Take an early work, 'Wannock Dew Pond' of 1923. It's a student piece, quite dark and influenced by Paul Nash (who did in fact teach him), but bursting with intent. Compare it to 'Fide Beacon, Sussex', of just four years later, which is more mature, and typically filled with light. Ravilious became a master watercolourist, perfecting a dry technique with much scratching out and cross-hatching, and careful use of the white of the paper. The style is robustly linear. He could design a painting better than most, for it was design that he had studied at the Royal College of Art, and design that he continued to practise alongside his painting. It was Ravilious who came up with the abstract devices for the dustjackets of Everyman's Library, and it was his wood engraving of top-hatted Victorian cricketers that adorned the cover of Wisden until this year. In 1935 he first began to design for ceramics, producing in 1937 the famous Wedgwood Alphabet nurseryware. On the mug, for instance, every letter has an appropriate vignette — A is for aeroplane, B is for bird, and so on. Like the majority of Ravilious's designs, it is dynamic, original and satisfying.
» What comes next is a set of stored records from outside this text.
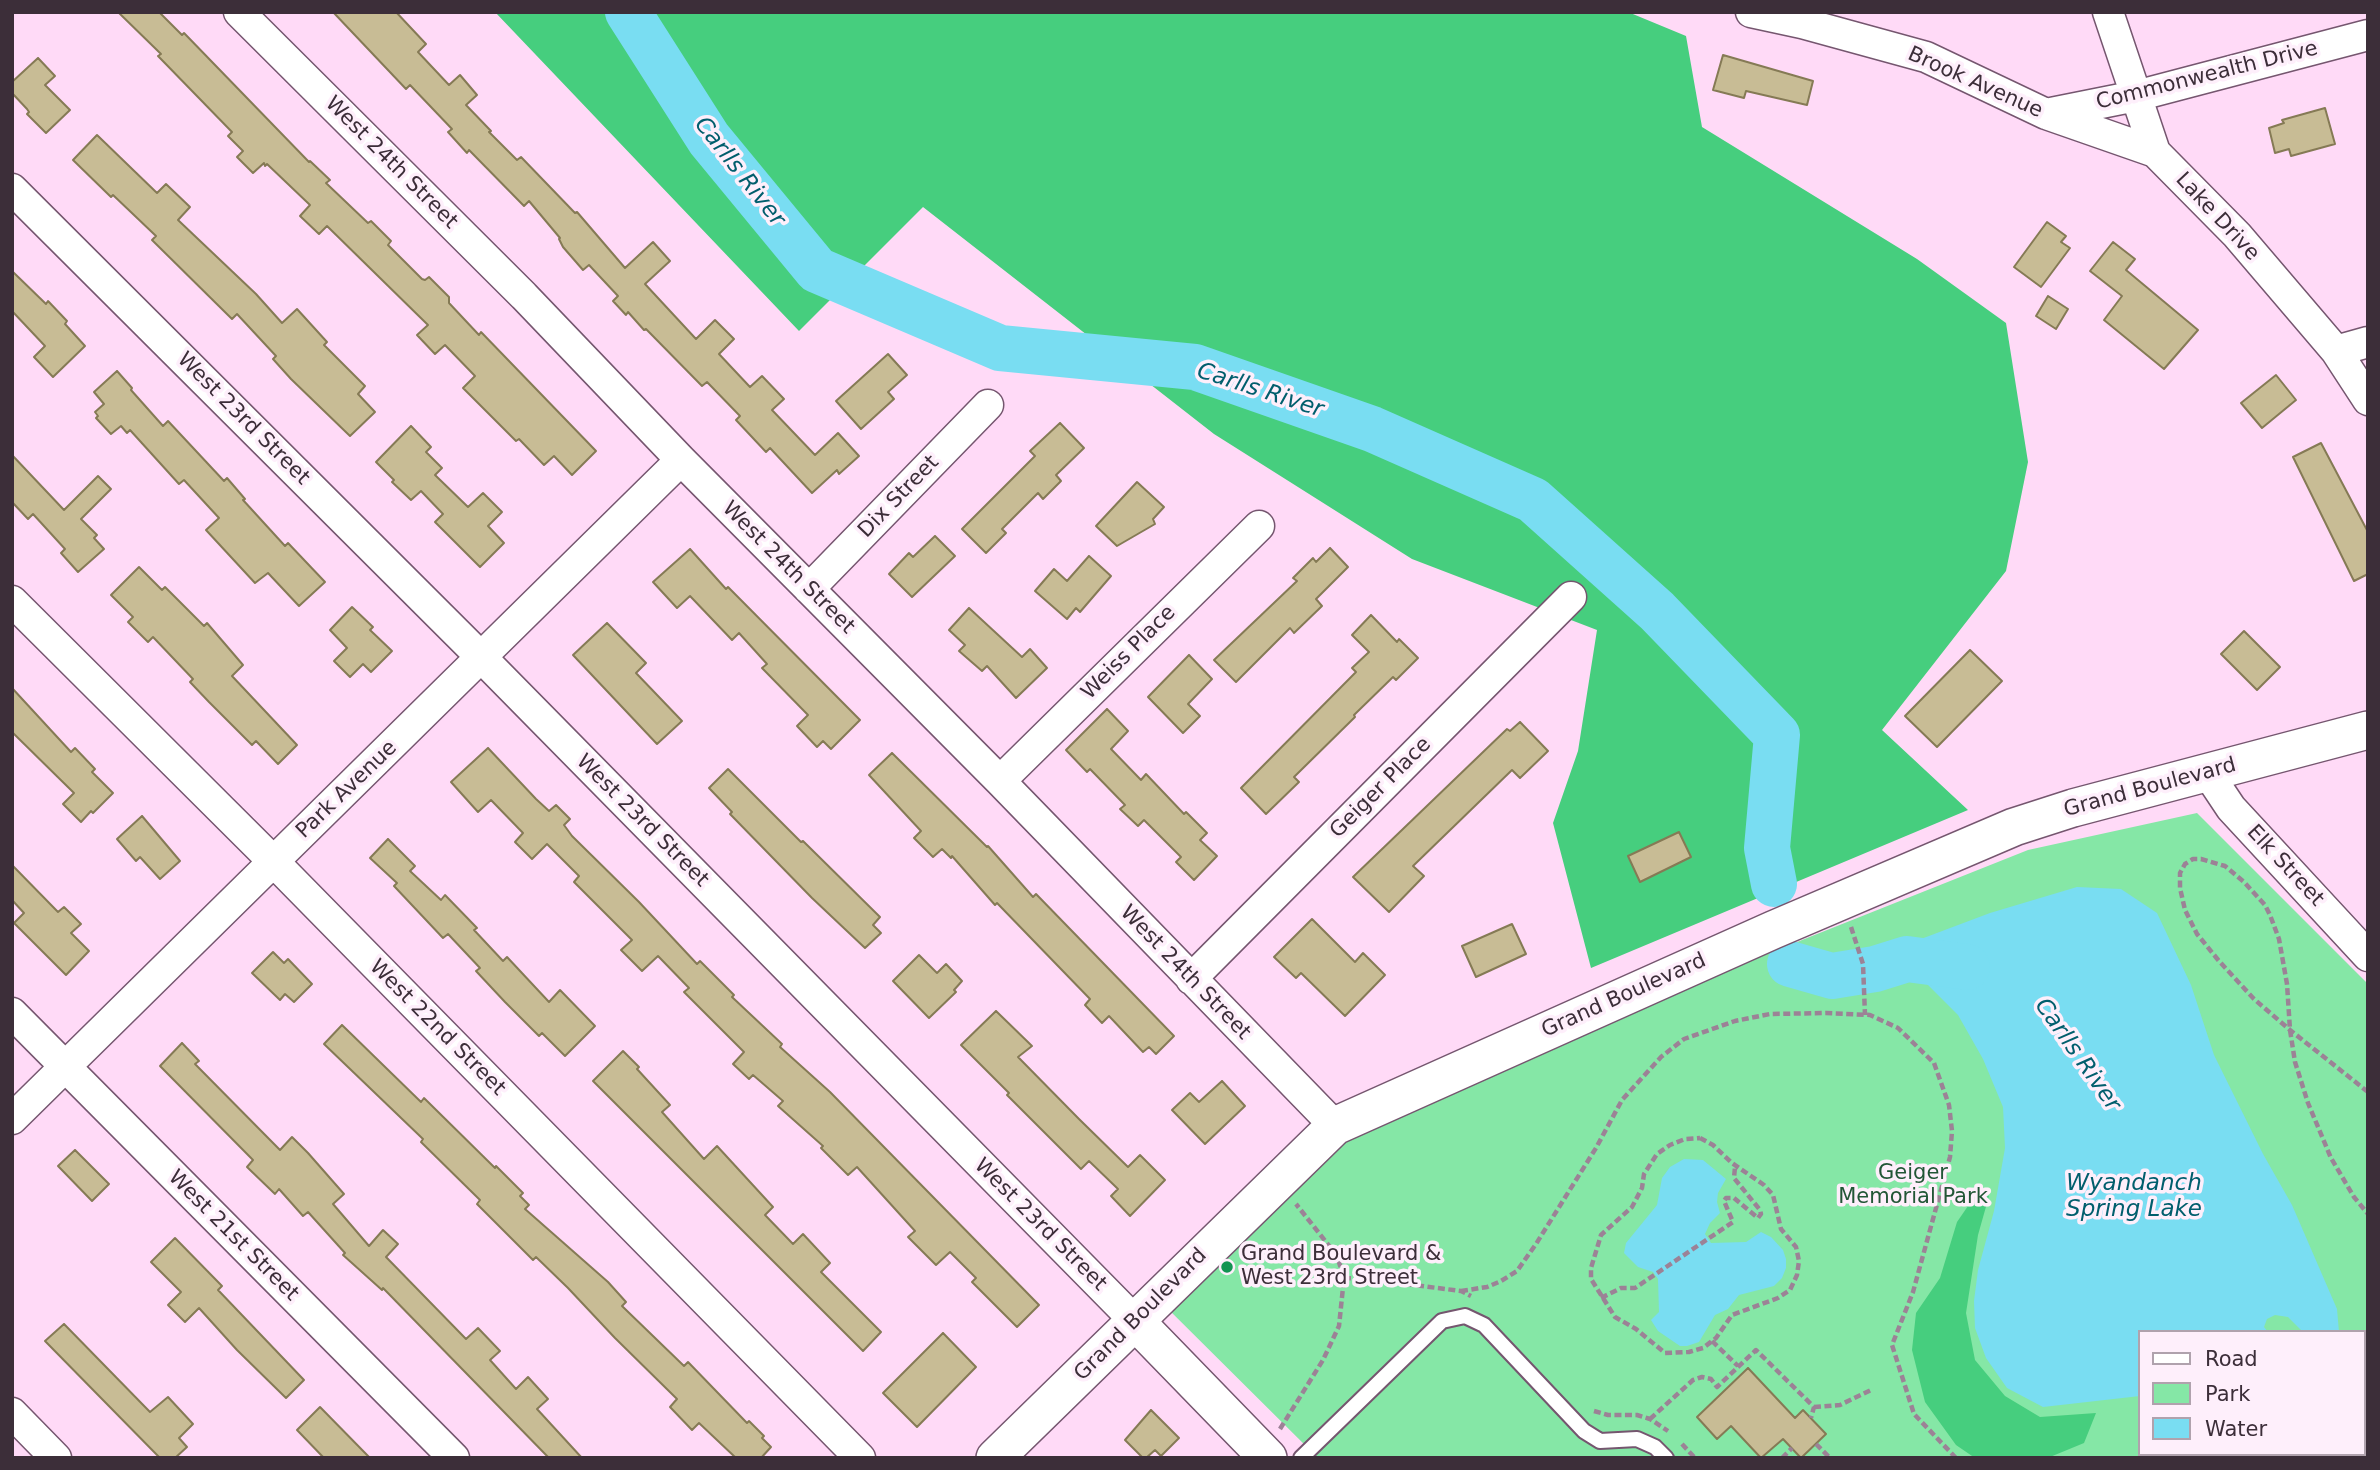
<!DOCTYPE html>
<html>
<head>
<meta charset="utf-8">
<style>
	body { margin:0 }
	#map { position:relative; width:2380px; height:1470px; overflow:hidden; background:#ffdaf7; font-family:"DejaVu Sans",sans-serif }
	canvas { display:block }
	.frame { position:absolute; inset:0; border:14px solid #3c2e39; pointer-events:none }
	.legend { position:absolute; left:2138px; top:1330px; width:228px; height:126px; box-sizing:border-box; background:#feeffb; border:2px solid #b0a2ad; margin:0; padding:9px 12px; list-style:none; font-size:21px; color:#3c2e39 }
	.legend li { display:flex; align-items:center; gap:14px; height:35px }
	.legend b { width:35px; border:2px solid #b0a2ad }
</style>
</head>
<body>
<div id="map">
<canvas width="2380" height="1470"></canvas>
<div class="frame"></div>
<ul class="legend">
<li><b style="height:9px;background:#fff"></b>Road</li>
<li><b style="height:19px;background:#85e7a6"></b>Park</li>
<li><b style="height:19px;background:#79ddf2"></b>Water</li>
</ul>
</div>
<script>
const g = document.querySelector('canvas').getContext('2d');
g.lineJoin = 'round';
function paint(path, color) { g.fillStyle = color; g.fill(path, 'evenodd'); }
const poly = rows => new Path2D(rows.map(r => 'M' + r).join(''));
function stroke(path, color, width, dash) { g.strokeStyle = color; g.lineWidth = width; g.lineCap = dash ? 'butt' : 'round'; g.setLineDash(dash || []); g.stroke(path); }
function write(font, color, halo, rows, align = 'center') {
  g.font = font + ' "DejaVu Sans",sans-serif'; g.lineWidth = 7; g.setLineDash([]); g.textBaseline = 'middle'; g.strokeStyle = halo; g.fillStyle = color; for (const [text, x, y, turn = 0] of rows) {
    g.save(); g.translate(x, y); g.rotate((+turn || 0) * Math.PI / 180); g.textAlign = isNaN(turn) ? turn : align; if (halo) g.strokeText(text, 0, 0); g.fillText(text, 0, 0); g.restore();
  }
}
paint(poly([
	[2197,813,2368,984,2368,1458,1318,1458,1157,1298,1335,1126,2028,850],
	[2140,1332,2364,1332,2364,1454,2140,1454]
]), '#85e7a6');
paint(poly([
	[495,12,1628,12,1686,36,1702,127,1917,259,2006,323,2028,462,2006,571,1882,730,1968,810,1591,968,1553,823,1578,751,1597,630,1412,559,1214,434,923,207,799,331],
	[1979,1190,1989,1196,1978,1235,1966,1313,1975,1360,2005,1396,2040,1417,2096,1413,2084,1443,2050,1457,1975,1458,1956,1445,1925,1402,1912,1350,1916,1313,1940,1278,1957,1222]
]), '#46ce7e');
paint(poly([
	[2077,887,2121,889,2157,913,2191,985,2214,1055,2263,1154,2292,1205,2337,1309,2339,1332,2303,1332,2288,1317,2275,1315,2267,1319,2264,1327,2268,1332,2140,1332,2140,1396,2043,1407,2007,1388,1986,1358,1975,1328,1974,1301,1978,1270,1994,1211,2005,1148,2003,1107,1983,1059,1958,1015,1916,973,1907,959,1913,942,1990,913],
	[1684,1159,1703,1160,1726,1179,1718,1193,1717,1202,1720,1213,1710,1223,1705,1234,1711,1243,1746,1242,1761,1232,1771,1237,1783,1250,1786,1259,1786,1268,1782,1278,1774,1286,1739,1295,1728,1309,1715,1315,1699,1342,1687,1346,1680,1346,1658,1331,1651,1320,1659,1312,1658,1279,1653,1272,1638,1267,1624,1253,1626,1243,1657,1205,1662,1178,1665,1174,1670,1167]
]), '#79ddf2');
stroke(poly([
	[628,12,709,139,817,270,1000,348,1195,367,1372,429,1533,500,1657,611,1777,735,1767,848,1774,884],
	[1790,964,1832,976,1875,969,1907,959,1967,967],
	[2364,1434,2368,1433]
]), '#79ddf2', 46);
const building = poly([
	[118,12,159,12,182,35,184,33,309,162,310,161,330,180,326,183,368,223,371,221,391,241,388,245,422,279,425,280,429,277,449,297,449,303,479,335,481,332,596,451,572,475,554,456,544,465,519,439,516,441,463,388,475,376,445,345,435,354,417,335,428,325,327,226,319,234,300,216,310,205,267,164,265,166,264,163,253,173,237,157,243,151,228,136,232,132,158,56,161,54,118,12],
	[333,12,396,12,426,44,418,52,449,85,460,75,477,95,466,105,491,131,489,132,517,160,521,157,575,213,577,212,625,268,653,242,670,261,645,284,696,339,715,320,734,339,719,354,750,387,762,376,784,399,772,410,815,455,838,433,859,456,839,474,837,470,812,493,770,448,766,452,736,420,740,416,707,382,702,386,646,329,644,330,628,312,626,315,613,301,618,296,589,265,583,270,563,247,559,239,560,238,529,201,524,206,469,150,467,153,448,132,452,129,410,85,406,89,333,12],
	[1723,55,1813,81,1807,105,1746,91,1744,98,1713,90,1723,55],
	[38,58,55,76,45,85,70,110,46,133,27,114,29,112,27,109,12,93,12,82,38,58],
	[2325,108,2335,144,2291,156,2289,149,2275,153,2269,128,2284,123,2282,120,2325,108],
	[97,135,157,193,166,184,190,207,178,220,256,294,282,323,297,309,327,342,324,345,365,386,358,394,375,412,350,436,291,379,273,359,276,356,237,314,232,319,152,240,156,236,113,195,111,197,73,160,97,135],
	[2047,222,2066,236,2061,242,2070,248,2041,287,2014,267,2047,222],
	[2113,242,2135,259,2126,270,2198,330,2164,369,2104,320,2122,296,2090,271,2113,242],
	[12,271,46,304,48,301,67,321,65,324,85,346,53,377,34,357,45,346,12,311,12,271],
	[2048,296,2068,309,2056,329,2036,316,2048,296],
	[888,354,907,375,888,392,894,399,861,429,836,401,888,354],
	[117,371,132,388,131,390,163,426,168,421,224,481,227,478,245,499,243,500,285,546,288,543,325,582,299,606,268,573,255,583,206,530,219,518,184,480,179,484,130,430,127,433,121,426,111,434,96,418,98,416,95,412,104,404,94,392,117,371],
	[2276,375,2296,400,2262,428,2241,403,2276,375],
	[1060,423,1084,448,1056,475,1061,481,1043,499,1038,493,1002,529,1006,533,986,553,962,529,1035,456,1030,451,1060,423],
	[411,426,431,447,426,452,442,468,435,475,468,507,483,493,502,512,488,526,504,543,480,567,435,522,443,514,421,491,411,500,392,482,394,480,376,462,411,426],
	[2321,443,2368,532,2368,574,2354,581,2293,457,2321,443],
	[12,455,64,510,98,476,111,489,81,519,97,535,94,538,104,549,78,572,61,553,65,549,33,514,28,519,12,502,12,455],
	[1137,482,1164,507,1153,519,1155,524,1117,546,1096,526,1137,482],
	[935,536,955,556,912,597,889,574,909,553,913,557,935,536],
	[1330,548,1348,567,1316,599,1322,606,1294,633,1290,628,1236,682,1214,660,1297,581,1293,578,1313,558,1316,562,1330,548],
	[690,549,726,589,728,587,860,720,831,749,823,741,817,747,797,726,808,715,762,668,767,664,739,633,732,640,690,596,677,608,653,582,690,549],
	[1089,556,1111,576,1080,612,1076,608,1067,619,1035,591,1054,569,1067,581,1089,556],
	[139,567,162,590,165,587,204,626,207,623,243,665,232,676,297,745,278,764,256,741,252,745,209,702,190,682,193,679,153,637,148,642,128,622,133,617,111,595,139,567],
	[352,607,373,627,370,630,392,651,371,672,363,664,350,677,334,661,347,648,330,630,352,607],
	[969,608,1022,657,1030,649,1047,668,1016,698,987,666,982,671,959,651,965,645,949,630,969,608],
	[1371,615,1397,642,1399,639,1418,658,1396,680,1393,677,1354,715,1355,717,1294,777,1299,782,1266,814,1241,788,1356,672,1352,668,1369,652,1352,635,1371,615],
	[607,623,646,663,636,673,682,721,657,744,573,655,607,623],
	[2244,631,2280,667,2257,690,2221,654,2244,631],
	[1970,650,2002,681,1937,747,1905,716,1970,650],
	[1189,655,1212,679,1188,704,1200,716,1183,733,1148,697,1189,655],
	[12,688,71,752,75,748,95,769,92,772,113,793,93,813,91,811,81,822,63,804,74,793,12,732,12,688],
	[1107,709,1128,731,1111,749,1141,780,1146,774,1184,814,1186,812,1207,833,1200,840,1217,856,1194,880,1176,862,1181,857,1144,820,1138,826,1120,809,1125,805,1090,769,1087,772,1066,750,1107,709],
	[1520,722,1548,751,1520,778,1512,770,1413,866,1424,876,1389,912,1353,877,1507,729,1510,731,1520,722],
	[488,748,536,799,549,811,556,805,570,819,564,825,572,836,639,902,697,964,700,961,734,995,732,997,782,1044,780,1047,830,1092,1039,1305,1017,1327,972,1282,976,1278,950,1252,936,1265,908,1237,915,1231,857,1167,848,1175,821,1148,823,1146,778,1106,783,1101,753,1075,749,1079,733,1064,744,1052,684,992,689,988,658,956,642,971,621,950,632,940,574,882,579,876,547,844,532,859,515,842,523,833,491,800,478,812,451,782,488,748],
	[892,753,987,847,988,846,1033,897,1036,894,1174,1036,1156,1054,1149,1047,1143,1052,1109,1016,1102,1023,1085,1005,1090,999,997,903,995,905,952,856,951,858,942,849,933,857,914,838,921,831,869,775,892,753],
	[728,769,801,842,803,841,880,917,873,925,881,933,865,948,812,898,730,814,732,812,709,788,728,769],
	[142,816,180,861,160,879,140,857,136,861,117,839,142,816],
	[1679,832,1691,857,1640,882,1628,856,1679,832],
	[388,839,415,866,410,871,441,900,445,895,477,928,474,930,503,961,507,957,549,1002,560,990,595,1026,565,1056,542,1033,539,1036,505,1002,476,971,480,968,448,934,443,938,394,886,397,883,370,858,388,839],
	[12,865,58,912,64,907,81,924,71,933,89,951,66,975,14,923,24,913,12,900,12,865],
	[1312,919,1355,962,1363,953,1385,975,1345,1016,1301,973,1296,978,1274,957,1312,919],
	[1512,924,1526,954,1476,977,1462,946,1512,924],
	[273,952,284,963,288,959,312,984,294,1002,285,994,280,1000,252,973,273,952],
	[919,955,937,973,946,964,962,981,954,990,956,992,929,1018,893,981,919,955],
	[996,1011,1032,1046,1018,1057,1079,1119,1128,1167,1140,1155,1165,1180,1130,1216,1111,1196,1118,1189,1089,1161,1081,1169,1007,1095,1009,1093,961,1045,996,1011],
	[342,1025,421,1102,424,1098,495,1168,496,1166,523,1193,520,1196,529,1205,525,1209,608,1282,626,1302,622,1306,684,1366,688,1362,747,1423,749,1421,764,1436,762,1438,771,1447,761,1458,736,1458,699,1423,692,1430,670,1407,677,1399,615,1338,568,1288,536,1257,533,1260,477,1204,480,1200,421,1142,423,1139,324,1044,342,1025],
	[182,1043,199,1061,195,1064,280,1150,292,1137,308,1153,344,1194,333,1204,369,1246,383,1230,398,1244,386,1257,466,1339,478,1328,500,1351,490,1360,516,1389,528,1377,548,1399,537,1409,582,1458,549,1458,383,1288,382,1290,343,1255,345,1253,308,1212,303,1216,279,1189,275,1194,247,1167,253,1160,160,1066,182,1043],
	[623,1051,639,1067,637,1069,670,1105,662,1112,704,1159,717,1146,773,1207,765,1215,793,1244,803,1234,830,1263,821,1272,881,1332,863,1351,593,1081,623,1051],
	[1222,1081,1245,1106,1205,1144,1172,1110,1190,1093,1199,1102,1222,1081],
	[75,1150,109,1184,92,1201,58,1166,75,1150],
	[175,1238,222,1286,218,1290,304,1380,286,1398,237,1350,199,1308,185,1322,168,1305,181,1292,151,1262,175,1238],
	[64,1324,150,1412,168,1397,193,1424,179,1438,187,1447,175,1458,160,1458,45,1341,64,1324],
	[943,1333,976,1367,917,1427,883,1393,943,1333],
	[1748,1368,1795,1418,1803,1410,1826,1434,1801,1458,1783,1439,1761,1458,1731,1426,1717,1439,1697,1417,1748,1368],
	[320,1407,370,1458,324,1458,297,1430,320,1407],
	[1151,1410,1179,1438,1161,1456,1155,1450,1146,1458,1143,1458,1125,1440,1151,1410]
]);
paint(building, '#c8bc95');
stroke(building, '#857a55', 2);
const service = poly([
	[1301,1458,1442,1321,1465,1316,1484,1325,1584,1431,1600,1441,1637,1439,1655,1447,1666,1458]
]);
const minor = poly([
	[239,12,524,296,681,460,1000,781,1335,1126],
	[1751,12,1802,23,1926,57,2046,114,2155,152],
	[2108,12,2155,152,2237,235,2336,351,2368,400],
	[2046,114,2136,96,2368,35],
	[12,189,482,658,1135,1321],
	[2336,351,2368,342],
	[809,589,988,405],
	[12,601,273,861,860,1458],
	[2207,772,2231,808,2368,956],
	[1000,781,1259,526],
	[1191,979,1571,597],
	[12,1013,454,1458],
	[12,1119,681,460],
	[12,1413,56,1458]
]);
const tertiary = poly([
	[1135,1321,1268,1458],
	[995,1458,1335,1126,1773,930,2014,827,2073,808,2368,730]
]);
stroke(service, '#75566f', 18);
stroke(minor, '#75566f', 33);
stroke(tertiary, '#75566f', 40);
stroke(poly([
	[1851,927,1863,964,1865,1015],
	[2368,1092,2290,1030,2254,999,2219,961,2197,934,2185,910,2180,888,2180,873,2185,864,2193,859,2201,859,2225,866,2244,882,2265,905,2270,915,2279,939,2287,984,2290,1030,2295,1062,2308,1103,2331,1158,2354,1197,2368,1214],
	[1700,1138,1713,1145,1732,1163,1764,1185,1773,1195,1781,1229,1796,1247,1799,1261,1797,1275,1790,1290,1778,1298,1732,1315,1716,1338,1703,1348,1689,1352,1665,1353,1636,1329,1615,1317,1591,1279,1591,1268,1601,1235,1632,1207,1642,1188,1644,1174,1657,1154,1670,1145,1685,1139,1700,1138],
	[1344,1278,1367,1279,1461,1291,1471,1296],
	[1461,1291,1487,1287,1501,1281,1517,1271,1536,1244,1596,1148,1622,1100,1661,1057,1684,1039,1735,1021,1770,1014,1826,1013,1870,1015,1898,1028,1934,1063,1949,1105,1952,1131,1950,1157,1913,1292,1892,1345,1914,1414,1956,1458],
	[1601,1298,1621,1288,1635,1288,1733,1222,1724,1201,1726,1198,1734,1198,1758,1218,1761,1214,1760,1210,1734,1178,1735,1167],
	[1712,1341,1738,1366],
	[2364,1364,2368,1363],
	[1814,1407,1840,1405,1873,1389],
	[1594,1411,1608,1415,1637,1415,1650,1419,1668,1431],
	[1650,1419,1693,1380,1702,1377,1711,1379,1717,1387,1756,1350,1814,1407,1811,1418],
	[1280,1429,1323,1360,1339,1326,1344,1278,1337,1256,1296,1204],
	[1682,1444,1695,1458],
	[1816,1444,1830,1458],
	[1782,1458,1792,1448],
	[2238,1458,2239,1454]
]), '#9c8296', 4.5, [7, 3.5]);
stroke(service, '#fff', 14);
stroke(minor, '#fff', 30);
stroke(tertiary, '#fff', 37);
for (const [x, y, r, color] of [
	[1227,1267,7,"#129452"]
]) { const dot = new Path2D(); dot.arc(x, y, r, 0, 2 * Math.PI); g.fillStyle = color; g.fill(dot); stroke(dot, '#feeffb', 2.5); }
write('21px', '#3c2e39', '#feeffb', [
	["Commonwealth Drive",2207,76,-14],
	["Brook Avenue",1975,83,24],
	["West 24th Street",391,163,45],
	["Lake Drive",2217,217,47],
	["West 23rd Street",243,419,45],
	["Dix Street",899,497,-46],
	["West 24th Street",788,568,45],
	["Weiss Place",1129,653,-45],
	["Geiger Place",1381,788,-45],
	["Grand Boulevard",2150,788,-15],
	["Park Avenue",347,790,-44],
	["West 23rd Street",642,821,45],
	["Elk Street",2285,866,47],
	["West 24th Street",1185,973,46],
	["Grand Boulevard",1624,996,-24],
	["West 22nd Street",437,1028,45],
	["West 23rd Street",1040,1225,45],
	["West 21st Street",233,1236,45],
	["Grand Boulevard",1141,1315,-45]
]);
write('21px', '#225636', '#feeffb', [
	["Geiger",1913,1174],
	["Memorial Park",1913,1198]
]);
write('21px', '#3c2e39', '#feeffb', [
	["Grand Boulevard &",1241,1255],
	["West 23rd Street",1241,1279]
], 'left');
write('italic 23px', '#015e6d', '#feeffb', [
	["Carlls River",739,172,52],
	["Carlls River",1260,391,18],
	["Carlls River",2077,1055,55],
	["Wyandanch",2134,1184],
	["Spring Lake",2134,1210]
]);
</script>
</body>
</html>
Various themes and interests emerge from a study of Ravilious's limpid watercolours. He evidently loved the chalk downland of southern England, and portrayed its rolling hills with evocative economy. The ancient figures cut into the chalk were also of great interest to him. He liked to depict forms of transport, such as railways, or such oddities as a Church Army caravan and the wreck of a No. 29 bus sup ported on barrels. These interests come together in a famous image entitled 'Train Landscape' of 1939, in which the Westbury Horse is glimpsed through the windows of a third-class railway carriage. (In fact, the picture had originally featured the Wilmington Giant, but Ravilious was dissatisfied with this and collaged this new image over the top.) He was attracted by farm machinery, and liked the contrast of manmade object with elemental landscape.
Another subject was the interiors of hothouses. Three of these images are hung together to considerable effect, 'Cucumber House', 'The Carnation House' and 'The Greenhouse: Cyclamen and Tomatoes', all dappled light and graphic order. Bedrooms and bedsteads were another favourite motif. Curiously enough his war subjects do not appeal in the same way, perhaps simply because they have the same detachment as his civilian ones, in which human presence is minimised.
Ravilious never attempted to engage with the pity or horror of war, he was more interested in the abstract play of shapes it offered him — like a ship's screw becalmed in a landscape. But technically he was loosening up, the brushstrokes becoming more fluid — look at 'Garden Flowers on a Cottage Table' of 1941 — and two of the war pictures, both dark paintings, 'Norway' and 'HMS Ark Royal in Action', are not only beautiful but seem to engender a greater emotional response in the viewer. Undoubtedly, Ravilious was at the top of his form and moving on to greater things when the air-sea rescue mission he joined over Iceland failed to return.